= Richard Rosecrance =

Richard Newton Rosecrance (24 October 1930 – 7 March 2024) was an American political scientist. His research and teaching was focused on international relations, in particular the link between economics and international relations. His research and writing also touched upon the study of history. Rosecrance was an adherent of liberal international relations theory.

==Education==
Rosecrance received his BA from Swarthmore College, and his MA and PhD under William Yandell Elliott from Harvard University.

== Career ==
During the 1960s, Rosecrance taught at the University of California, Los Angeles. He was Director of what later became known as the Burkle Center for International Relations at UCLA. During the 1970s, Rosecrance was on the faculty of Cornell University, where he was the Walter S. Carpenter Jr. Professor of International and Comparative Politics.

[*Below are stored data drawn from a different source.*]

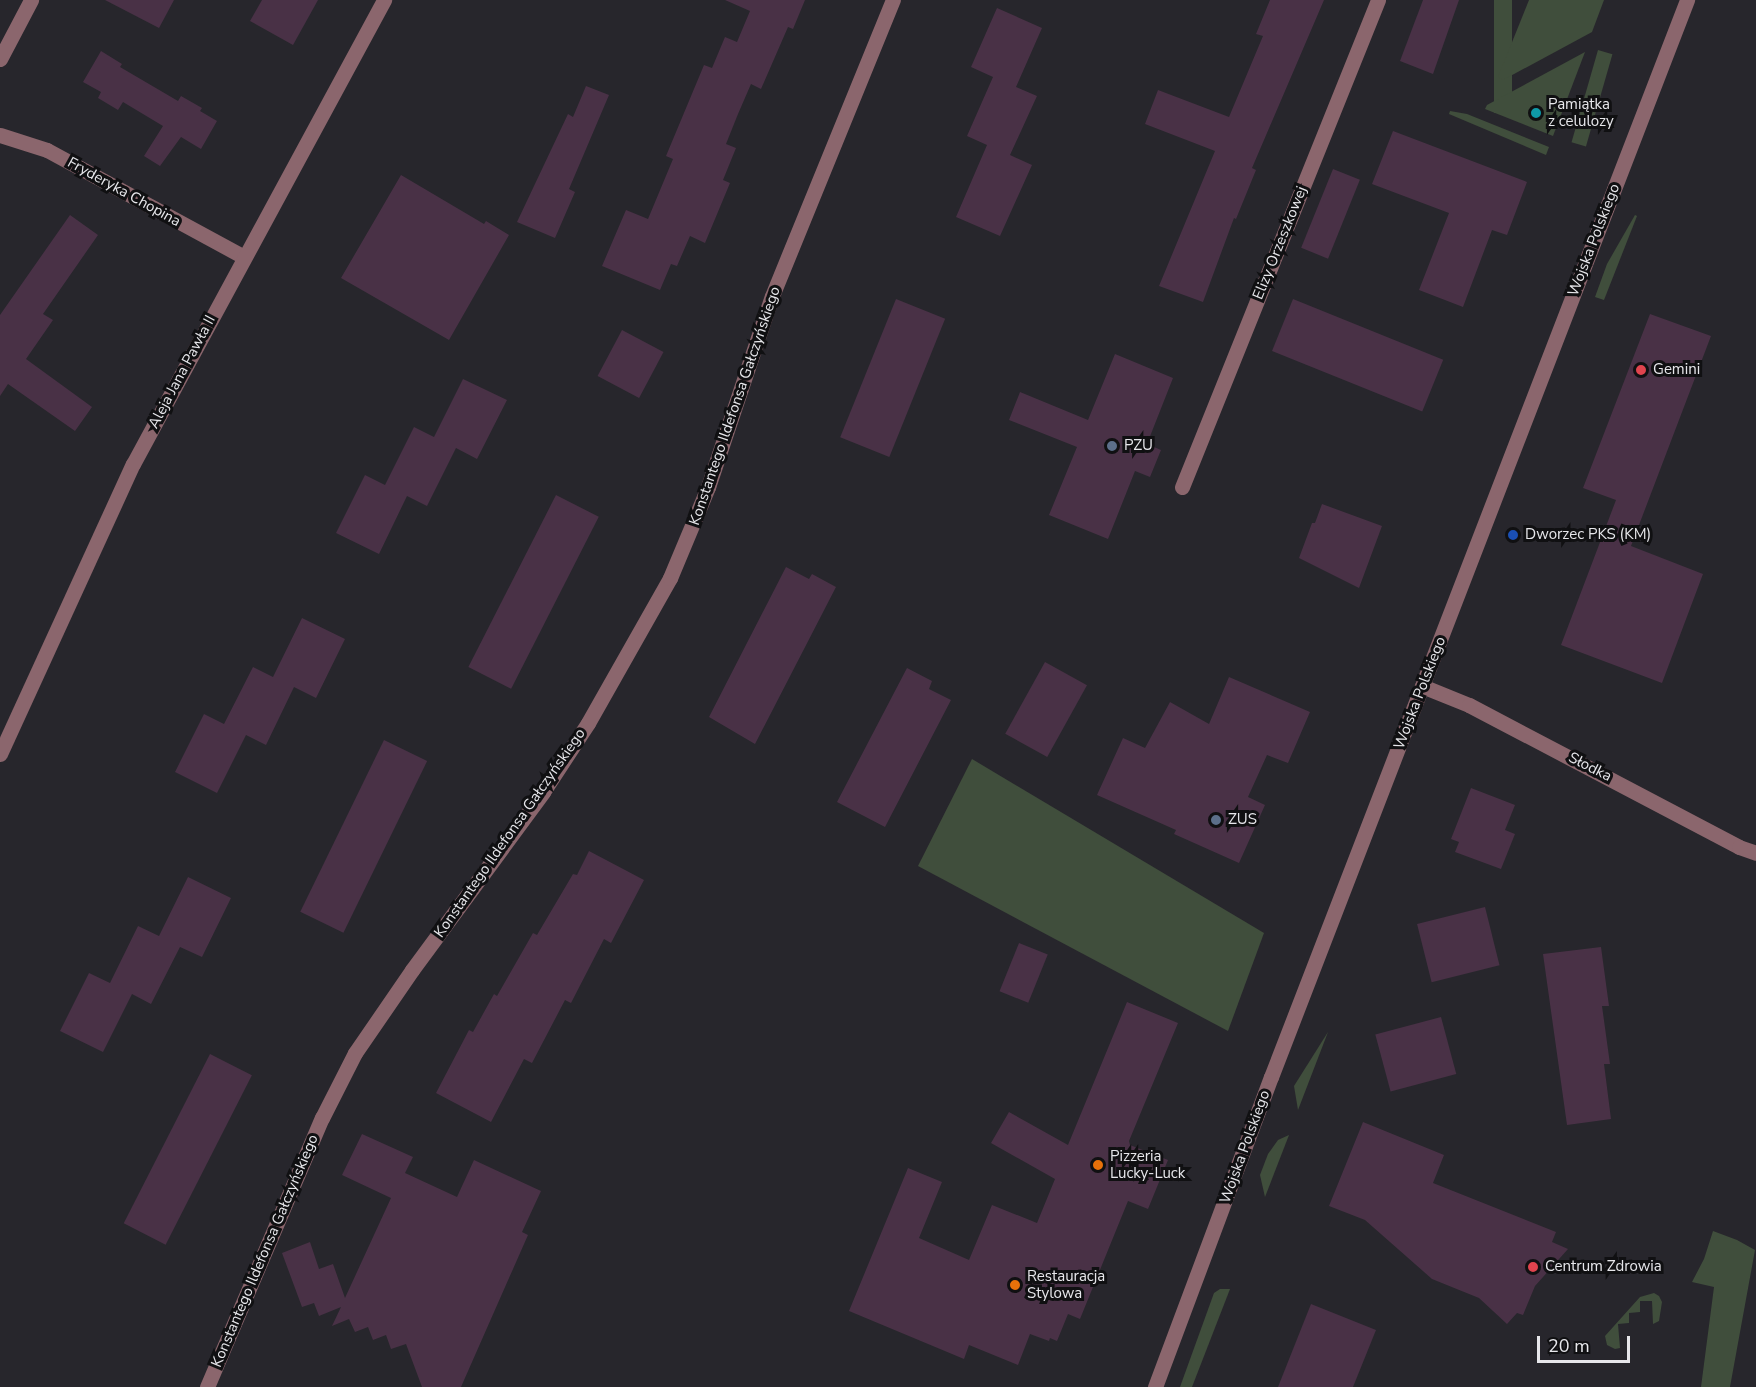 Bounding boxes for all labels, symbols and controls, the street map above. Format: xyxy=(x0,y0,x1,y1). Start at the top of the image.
place label: Pamiątka z celulozy xyxy=(1548,95,1614,130)
marker: Pamiątka z celulozy xyxy=(1529,106,1543,120)
street label: Fryderyka Chopina xyxy=(64,153,184,231)
street label: Wojska Polskiego xyxy=(1564,181,1624,299)
street label: Elizy Orzeszkowej xyxy=(1249,184,1311,302)
street label: Konstantego Ildefonsa Gałczyńskiego xyxy=(686,284,784,528)
street label: Aleja Jana Pawła II xyxy=(145,312,219,432)
place label: Gemini xyxy=(1653,361,1700,379)
marker: Gemini xyxy=(1634,363,1648,377)
place label: PZU xyxy=(1124,437,1153,455)
marker: PZU xyxy=(1105,439,1119,453)
place label: Dworzec PKS (KM) xyxy=(1525,526,1651,544)
marker: Dworzec PKS (KM) xyxy=(1506,528,1520,542)
street label: Wojska Polskiego xyxy=(1390,634,1450,752)
street label: Konstantego Ildefonsa Gałczyńskiego xyxy=(431,725,589,941)
street label: Słodka xyxy=(1565,749,1615,785)
place label: ZUS xyxy=(1228,811,1257,829)
marker: ZUS xyxy=(1209,813,1223,827)
street label: Wojska Polskiego xyxy=(1216,1088,1274,1206)
street label: Konstantego Ildefonsa Gałczyńskiego xyxy=(208,1132,322,1370)
place label: Pizzeria Lucky-Luck xyxy=(1110,1147,1185,1182)
marker: Pizzeria Lucky-Luck xyxy=(1091,1158,1105,1172)
place label: Centrum Zdrowia xyxy=(1545,1258,1662,1276)
marker: Centrum Zdrowia xyxy=(1526,1260,1540,1274)
place label: Restauracja Stylowa xyxy=(1027,1267,1105,1302)
marker: Restauracja Stylowa xyxy=(1008,1278,1022,1292)
scale bar xyxy=(1540,1324,1633,1362)
text: 20 m xyxy=(1548,1334,1590,1358) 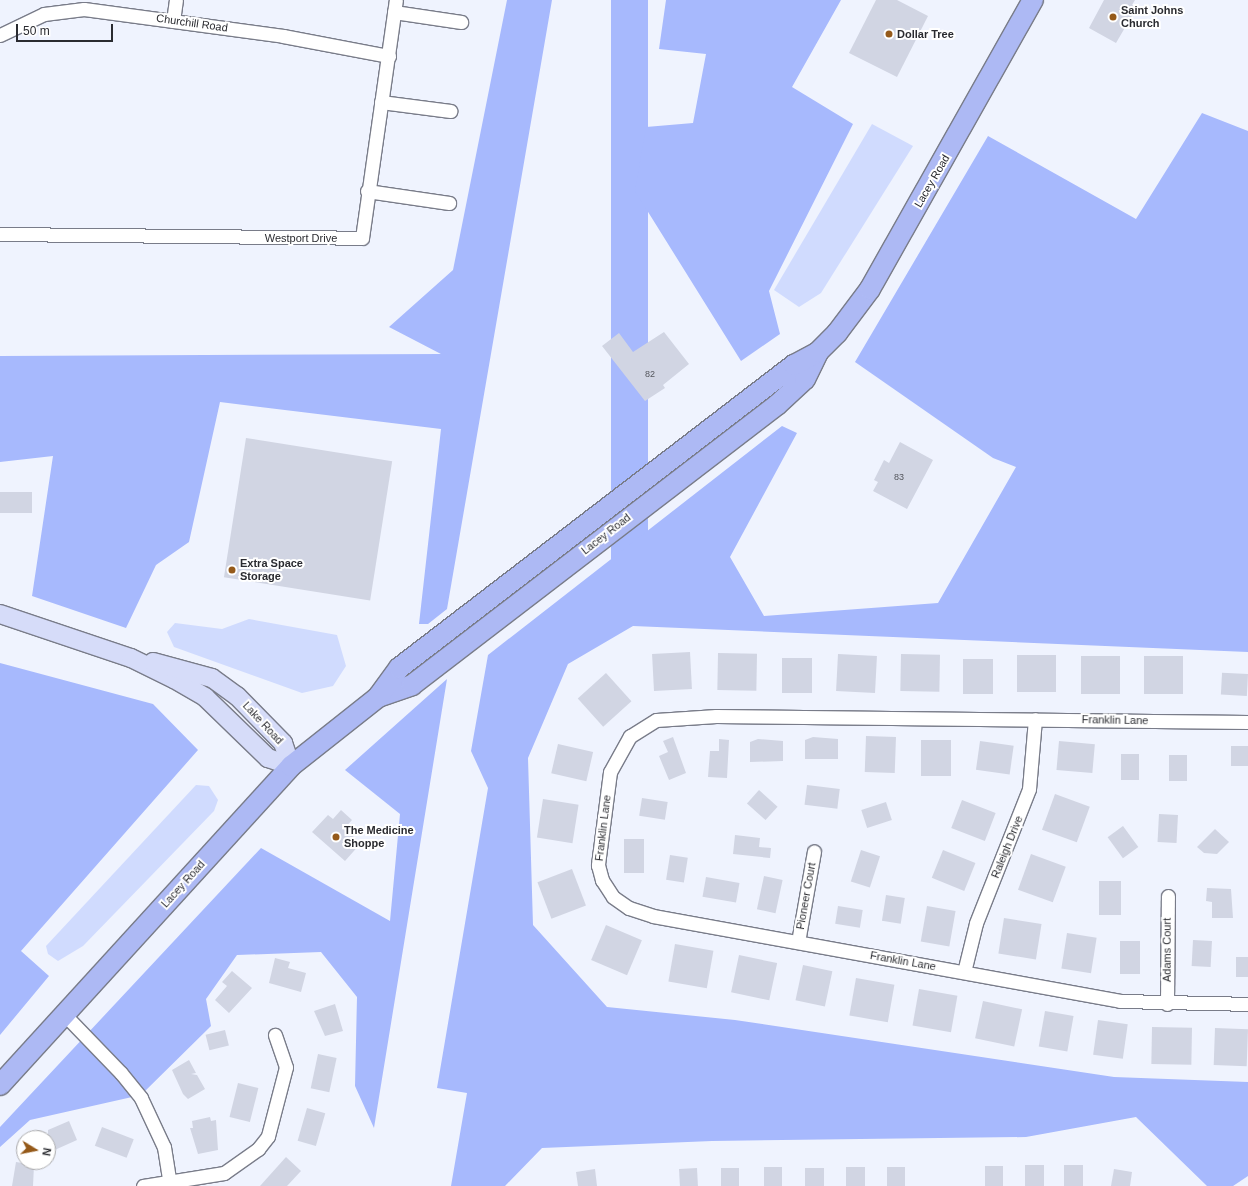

He served on the Policy Planning Council of the U.S. Department of State and has received Guggenheim, Fulbright, Rockefeller, Ford, and many other fellowships. Rosecrance has held visiting positions at the International Institute for Strategic Studies, King's College London, the London School of Economics, the European University Institute (Florence), and the Australian National University.

Rosecrance was adjunct professor in Public Policy at the John F. Kennedy School of Government at Harvard University. In addition he was Research Professor of Political Science at the University of California and Senior Fellow in the Belfer Center for Science and International Affairs at the John F. Kennedy School of Government.

Rosecrance died on March 7, 2024, at the age of 93.

==Publications==

Rosecrance has written widely on international topics including:
- Australian diplomacy and Japan, 1945-1951 (1962)
- Action and Reaction in World Politics (1963)
- The dispersion of nuclear weapons : strategy and politics (1964)
- Defense of the Realm: British Strategy in the Nuclear Epoch (1968)
- International Relations: Peace or War? (1973)
- The Rise of the Trading State (1986)
- The Rise of the Virtual State (1999, translated into Malay, Chinese, Japanese, Arabic, and German)
- America's Economic Resurgence (1990)
- The Costs of Conflict (1999, coeditor)
- The Domestic Bases of Grand Strategy (1993)
- The New Great Power Coalition (2001, editor)
- No More States? (2006, editor).
- The Resurgence of the West: How a Transatlantic Union Can Prevent War and Restore the United States and Europe (2013)
- Mergers and International Politics (in progress?)
- The Next Great War? The Roots of World War I and the Risk of U.S.-China Conflict (2014, co-editor)
- International Politics: How History Modifies Theory (2018, co-editor).